What Is FBref? The Free Football Stats Site Analysts Actually Use
FBref is the free football statistics site owned by Sports Reference, powered by Opta data. We explain what it covers, how to use it, and where it beats paid alternatives.
FBref (FBref.com) is a free football statistics website owned by Sports Reference, the same company behind Baseball-Reference and Pro-Football-Reference. It is powered by Opta data and offers per-match, per-season, and per-career statistics across the top 5 European leagues, MLS, the WSL, and selected international competitions. It is the most data-rich free football resource on the internet.
What FBref covers
FBref publishes data for every match in: Premier League, La Liga, Serie A, Bundesliga, Ligue 1, Championship, MLS, WSL, top continental tournaments (Champions League, Europa League, Conference League, Copa Libertadores), and major international tournaments (World Cup, Euros, Copa America). Coverage typically extends back to 2017-18 with full per-90 metrics; older seasons have basic stats only.
For each match it provides team-level and player-level stats. The team page covers possession, passing, shooting, defending, and goalkeeping. Player pages provide per-90 rates, percentile ranks against position peers, scouting reports, and link out to every individual match.
How FBref differs from Sofascore, Fotmob, WhoScored
Each free site has a niche. Sofascore optimises for the live in-play view β clean match cards, fast updates, mobile-first. Fotmob excels at fantasy + match preview integration. WhoScored offers ratings + heatmaps in a fan-friendly layout.
FBref optimises for analytical depth. It exposes more raw stats per page than any other free site, includes Opta's xG / xA / progressive metrics, and lets you build custom queries via its "Stathead" tool. The trade-off: it's denser, less mobile-friendly, and the live-match view is rudimentary.

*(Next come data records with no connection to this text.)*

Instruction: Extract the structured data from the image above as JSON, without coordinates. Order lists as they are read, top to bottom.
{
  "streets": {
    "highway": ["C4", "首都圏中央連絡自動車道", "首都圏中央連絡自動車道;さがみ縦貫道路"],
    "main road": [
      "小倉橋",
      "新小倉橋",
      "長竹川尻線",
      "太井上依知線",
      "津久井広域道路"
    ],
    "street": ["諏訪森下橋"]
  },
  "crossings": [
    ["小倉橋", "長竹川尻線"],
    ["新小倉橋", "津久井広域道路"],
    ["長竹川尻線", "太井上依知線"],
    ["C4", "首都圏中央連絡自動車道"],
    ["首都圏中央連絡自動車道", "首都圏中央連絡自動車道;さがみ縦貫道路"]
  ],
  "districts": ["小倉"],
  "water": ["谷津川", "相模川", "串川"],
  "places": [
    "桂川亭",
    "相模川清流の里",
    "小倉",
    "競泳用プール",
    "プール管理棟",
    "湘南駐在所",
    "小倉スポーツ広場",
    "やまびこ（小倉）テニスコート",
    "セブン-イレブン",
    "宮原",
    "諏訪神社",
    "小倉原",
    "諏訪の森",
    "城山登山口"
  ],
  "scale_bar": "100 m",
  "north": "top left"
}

Use Sofascore for live matches. Use FBref for season-spanning analysis. They complement each other.
Standout FBref features
Five things FBref does better than any other free site:
- Per-90 percentile scouting reports. Every player page surfaces 36 stats with a percentile bar showing where they rank against position peers across the top 5 leagues. Used by analysts as a first-pass scouting tool.
- Custom query builder (Stathead). Filter every match in history by any combination of stats. "Show me strikers under 23 with xG/90 > 0.6 in 2024-25" β runnable in seconds. Free tier is generous.
- Match logs. Every player has a match-by-match log showing every stat for every match they played. Catches form trends invisible at season-aggregate level.
- Opponent-adjusted metrics. xG against and xG difference are pre-calculated, pre-adjusted. Saves manual effort.
- Index pages. League leaderboards across every metric category β top scorers, top progressive carriers, best per-90 xG defenders, etc.
How FBref relates to Opta
Opta (now part of Stats Perform) is the underlying data provider. Opta sells the same data commercially via The Analyst (consumer) and Opta Pro (B2B). FBref licences Opta event-data and presents it free at the consumer level. The numbers on FBref are Opta numbers β there is no quality gap.
What FBref doesn't surface is Opta's tracking-derived metrics (player-tracking heatmaps, off-ball runs) β those require an Opta Pro or StatsBomb 360 subscription. For event data, FBref is comprehensive.
FBref limitations
Three things FBref does poorly:
- Live in-play. No real-time match view comparable to Sofascore or Fotmob. FBref is for after-the-fact analysis.
- Mobile UX. Tables don't reflow well on phones. Use desktop or tablet for serious analysis.
- Low-tier league depth. Coverage drops off sharply below the second tier of major leagues. For Football League One, Scottish Championship, or non-European leagues, you'll need Wyscout, Soccerway, or paid services.
How to use FBref efficiently
A practical workflow for a fan or analyst:
- Start at the league index page (e.g. `/comps/9/Premier-League-Stats`) for the season-level overview.
- Click into the team page to see the squad list with per-90 metrics by player.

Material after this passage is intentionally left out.